Le cautionnement est le contrat par lequel une personne appelée la caution s’engage envers un créancier à payer à la place du débiteur principal au cas où celui-ci n’exécuterait pas ses obligations. Le cautionnement, à la différence du gage, n’a pas un caractère commercial du seul fait qu’il garantit une dette de nature commerciale. Il faut ici distinguer deux hypothèses. Premièrement, si la caution est elle-même commerçante et si le cautionnement est en relation avec son activité commerciale, le cautionnement est de nature commerciale. Si la caution n’est pas commerçante, le cautionnement n’est pas un acte de commerce du seul fait qu’il vise à garantir une dette commerciale. La jurisprudence exige alors une condition supplémentaire pour qualifier l’acte de commercial. En effet, la caution doit avoir un intérêt patrimonial, personnel, à la dette garantie. Cette analyse a été consacrée par la Cour de cassation dans un arrêt de la Première chambre civile du 15 juillet 1981, pour qui l’intérêt personnel, patrimonial poursuivi par le dirigeant d’une société commerciale est, dès lors qu’il est prouvé, est de nature à conférer à son engagement un caractère commercial. D’ailleurs, la Cour de cassation considère que cette condition d’intérêt personnel et patrimonial est présumée dans le cas où la caution est le dirigeant de la société tenue à la dette principale. Si la caution n’est pas commerçante, à propos d’une dette commerciale, la Cour de cassation indique qu’il faut s’interroger sur le point de savoir si la caution a un intérêt personnel et patrimonial à la dette.

 

3. La cession de contrôle d’une société

 

La société est composée d’un capital, qui est possédé par des associés, qui en contrepartie d’un apport ont des droits sociaux. L’associé peut être propriétaire de la majorité des actions d’une société par actions. Dès lors qu’il est titulaire de plus de 50 % des actions, l’associé est qualifié de majoritaire et dispose d’un pouvoir de décision dans les assemblées générales ordinaires.
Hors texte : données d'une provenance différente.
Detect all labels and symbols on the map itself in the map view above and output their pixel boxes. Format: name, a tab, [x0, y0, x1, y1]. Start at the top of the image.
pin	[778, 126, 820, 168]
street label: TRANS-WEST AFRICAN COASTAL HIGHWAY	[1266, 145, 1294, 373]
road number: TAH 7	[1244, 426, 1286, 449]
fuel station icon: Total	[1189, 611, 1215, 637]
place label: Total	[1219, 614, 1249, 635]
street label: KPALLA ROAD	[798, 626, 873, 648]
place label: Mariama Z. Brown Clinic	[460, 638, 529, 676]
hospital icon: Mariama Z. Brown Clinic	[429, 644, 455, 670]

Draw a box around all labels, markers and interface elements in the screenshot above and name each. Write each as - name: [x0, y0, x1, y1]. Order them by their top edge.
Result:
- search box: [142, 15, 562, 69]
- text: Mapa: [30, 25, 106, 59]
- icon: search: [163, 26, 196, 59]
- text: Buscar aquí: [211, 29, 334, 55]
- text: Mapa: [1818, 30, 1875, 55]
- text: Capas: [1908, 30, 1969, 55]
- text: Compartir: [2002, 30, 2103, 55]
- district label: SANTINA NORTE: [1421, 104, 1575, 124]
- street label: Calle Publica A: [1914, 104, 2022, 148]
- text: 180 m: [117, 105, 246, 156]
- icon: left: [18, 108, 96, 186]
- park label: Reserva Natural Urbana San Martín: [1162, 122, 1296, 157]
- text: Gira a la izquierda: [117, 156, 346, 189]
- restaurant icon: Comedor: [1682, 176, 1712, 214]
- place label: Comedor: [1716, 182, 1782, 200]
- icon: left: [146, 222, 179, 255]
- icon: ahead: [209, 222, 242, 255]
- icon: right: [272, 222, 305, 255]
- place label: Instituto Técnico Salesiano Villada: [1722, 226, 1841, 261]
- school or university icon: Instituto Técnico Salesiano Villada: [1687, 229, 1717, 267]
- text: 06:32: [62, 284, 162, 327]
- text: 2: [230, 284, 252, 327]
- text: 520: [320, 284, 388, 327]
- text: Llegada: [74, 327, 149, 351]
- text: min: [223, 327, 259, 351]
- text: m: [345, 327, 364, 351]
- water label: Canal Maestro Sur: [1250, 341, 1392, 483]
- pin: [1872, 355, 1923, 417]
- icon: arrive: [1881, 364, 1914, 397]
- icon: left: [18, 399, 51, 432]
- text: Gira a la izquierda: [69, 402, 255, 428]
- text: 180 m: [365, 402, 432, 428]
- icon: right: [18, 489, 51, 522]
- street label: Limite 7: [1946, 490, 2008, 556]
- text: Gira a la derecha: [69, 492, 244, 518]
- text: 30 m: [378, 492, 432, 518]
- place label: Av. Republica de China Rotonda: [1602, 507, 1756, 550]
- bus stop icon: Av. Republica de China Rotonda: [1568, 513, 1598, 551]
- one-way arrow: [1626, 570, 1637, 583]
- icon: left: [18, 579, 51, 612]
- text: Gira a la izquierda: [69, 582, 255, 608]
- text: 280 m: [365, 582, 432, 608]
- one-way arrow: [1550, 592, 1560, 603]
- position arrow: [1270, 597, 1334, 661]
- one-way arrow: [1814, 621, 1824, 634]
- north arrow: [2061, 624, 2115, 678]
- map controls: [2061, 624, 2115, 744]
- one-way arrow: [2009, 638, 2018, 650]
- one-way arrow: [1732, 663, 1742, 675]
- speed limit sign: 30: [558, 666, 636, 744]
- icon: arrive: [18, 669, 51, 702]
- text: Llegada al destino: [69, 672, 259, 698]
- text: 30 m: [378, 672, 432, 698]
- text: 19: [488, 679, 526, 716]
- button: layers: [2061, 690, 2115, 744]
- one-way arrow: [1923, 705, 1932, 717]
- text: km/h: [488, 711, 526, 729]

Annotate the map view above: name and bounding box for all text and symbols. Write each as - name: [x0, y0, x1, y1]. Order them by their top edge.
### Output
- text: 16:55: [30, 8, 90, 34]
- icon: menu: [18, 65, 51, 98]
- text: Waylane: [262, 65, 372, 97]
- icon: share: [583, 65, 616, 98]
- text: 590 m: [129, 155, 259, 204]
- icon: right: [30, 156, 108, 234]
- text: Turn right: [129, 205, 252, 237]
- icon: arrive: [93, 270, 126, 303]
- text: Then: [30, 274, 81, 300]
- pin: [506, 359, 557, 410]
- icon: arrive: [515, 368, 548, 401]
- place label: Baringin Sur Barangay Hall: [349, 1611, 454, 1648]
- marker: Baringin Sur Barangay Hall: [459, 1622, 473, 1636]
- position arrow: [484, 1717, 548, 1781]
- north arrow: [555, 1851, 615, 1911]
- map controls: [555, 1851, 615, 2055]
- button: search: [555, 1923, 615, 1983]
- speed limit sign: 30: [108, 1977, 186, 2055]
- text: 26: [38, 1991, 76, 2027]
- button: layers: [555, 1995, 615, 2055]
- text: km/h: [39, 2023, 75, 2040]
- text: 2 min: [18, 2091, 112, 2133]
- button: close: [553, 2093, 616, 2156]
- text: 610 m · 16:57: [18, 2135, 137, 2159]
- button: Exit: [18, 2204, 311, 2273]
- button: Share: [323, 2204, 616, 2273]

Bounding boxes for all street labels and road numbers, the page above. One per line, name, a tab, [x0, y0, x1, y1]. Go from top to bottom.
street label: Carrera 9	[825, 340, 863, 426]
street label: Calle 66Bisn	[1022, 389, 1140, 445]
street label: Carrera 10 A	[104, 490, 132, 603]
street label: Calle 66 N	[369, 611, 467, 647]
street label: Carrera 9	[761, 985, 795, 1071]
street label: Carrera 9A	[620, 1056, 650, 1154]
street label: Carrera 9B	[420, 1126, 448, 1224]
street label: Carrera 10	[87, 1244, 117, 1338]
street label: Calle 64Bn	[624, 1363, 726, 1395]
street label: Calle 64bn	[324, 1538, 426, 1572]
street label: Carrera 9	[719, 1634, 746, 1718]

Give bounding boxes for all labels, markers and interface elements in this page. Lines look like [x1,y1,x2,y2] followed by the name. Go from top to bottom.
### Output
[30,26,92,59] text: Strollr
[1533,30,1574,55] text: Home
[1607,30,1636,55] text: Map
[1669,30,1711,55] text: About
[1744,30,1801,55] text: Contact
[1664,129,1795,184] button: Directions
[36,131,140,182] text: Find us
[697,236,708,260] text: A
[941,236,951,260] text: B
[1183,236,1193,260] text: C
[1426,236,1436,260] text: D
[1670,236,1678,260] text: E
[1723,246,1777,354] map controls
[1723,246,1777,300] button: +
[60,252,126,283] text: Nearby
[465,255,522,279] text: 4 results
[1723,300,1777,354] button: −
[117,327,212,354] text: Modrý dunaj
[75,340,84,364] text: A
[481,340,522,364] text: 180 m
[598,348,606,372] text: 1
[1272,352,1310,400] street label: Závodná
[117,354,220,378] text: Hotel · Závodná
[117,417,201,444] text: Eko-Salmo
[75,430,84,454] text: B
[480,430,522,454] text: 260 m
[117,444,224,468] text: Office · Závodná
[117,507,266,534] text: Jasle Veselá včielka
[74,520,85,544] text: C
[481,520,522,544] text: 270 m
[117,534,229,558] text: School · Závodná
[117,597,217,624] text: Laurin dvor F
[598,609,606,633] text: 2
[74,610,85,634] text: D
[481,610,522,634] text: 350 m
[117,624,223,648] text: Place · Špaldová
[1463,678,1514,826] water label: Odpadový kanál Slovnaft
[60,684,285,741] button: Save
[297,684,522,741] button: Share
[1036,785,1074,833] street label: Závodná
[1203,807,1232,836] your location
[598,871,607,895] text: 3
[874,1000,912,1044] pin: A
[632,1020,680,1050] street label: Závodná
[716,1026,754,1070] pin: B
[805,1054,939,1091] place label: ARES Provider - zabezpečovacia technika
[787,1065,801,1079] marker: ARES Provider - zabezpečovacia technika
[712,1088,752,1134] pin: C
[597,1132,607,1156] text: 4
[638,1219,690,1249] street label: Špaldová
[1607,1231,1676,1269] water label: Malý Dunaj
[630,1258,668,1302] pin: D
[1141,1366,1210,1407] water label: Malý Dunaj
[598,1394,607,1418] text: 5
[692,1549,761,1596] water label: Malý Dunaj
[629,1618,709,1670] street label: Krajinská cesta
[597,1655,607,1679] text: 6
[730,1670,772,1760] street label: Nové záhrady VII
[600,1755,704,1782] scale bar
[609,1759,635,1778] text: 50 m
Si les parts d’actions sont cédées, l’on parle de cession de contrôle de la société. La cession de parts sociales ou d’actions est en principe un acte de nature civile, sauf si elle est effectuée par des commerçants, c’est-à-dire par un associé ayant qualité de commerçant en vertu de la nature commerciale de la société (par exemple les associés des sociétés en nom collectif, les commandités des sociétés en commandite). Il en va différemment lorsque la cession porte sur un nombre de parts ou d’actions tel qu’elle donne le contrôle de la société, notamment en assurant la majorité des votes en assemblée générale. La jurisprudence considère alors que la cession est un acte de commerce, parce qu’elle est directement liée au fonctionnement de la société. L’on peut ici considérer que cette solution assimile la cession de fonds à la cession de blocs de contrôle.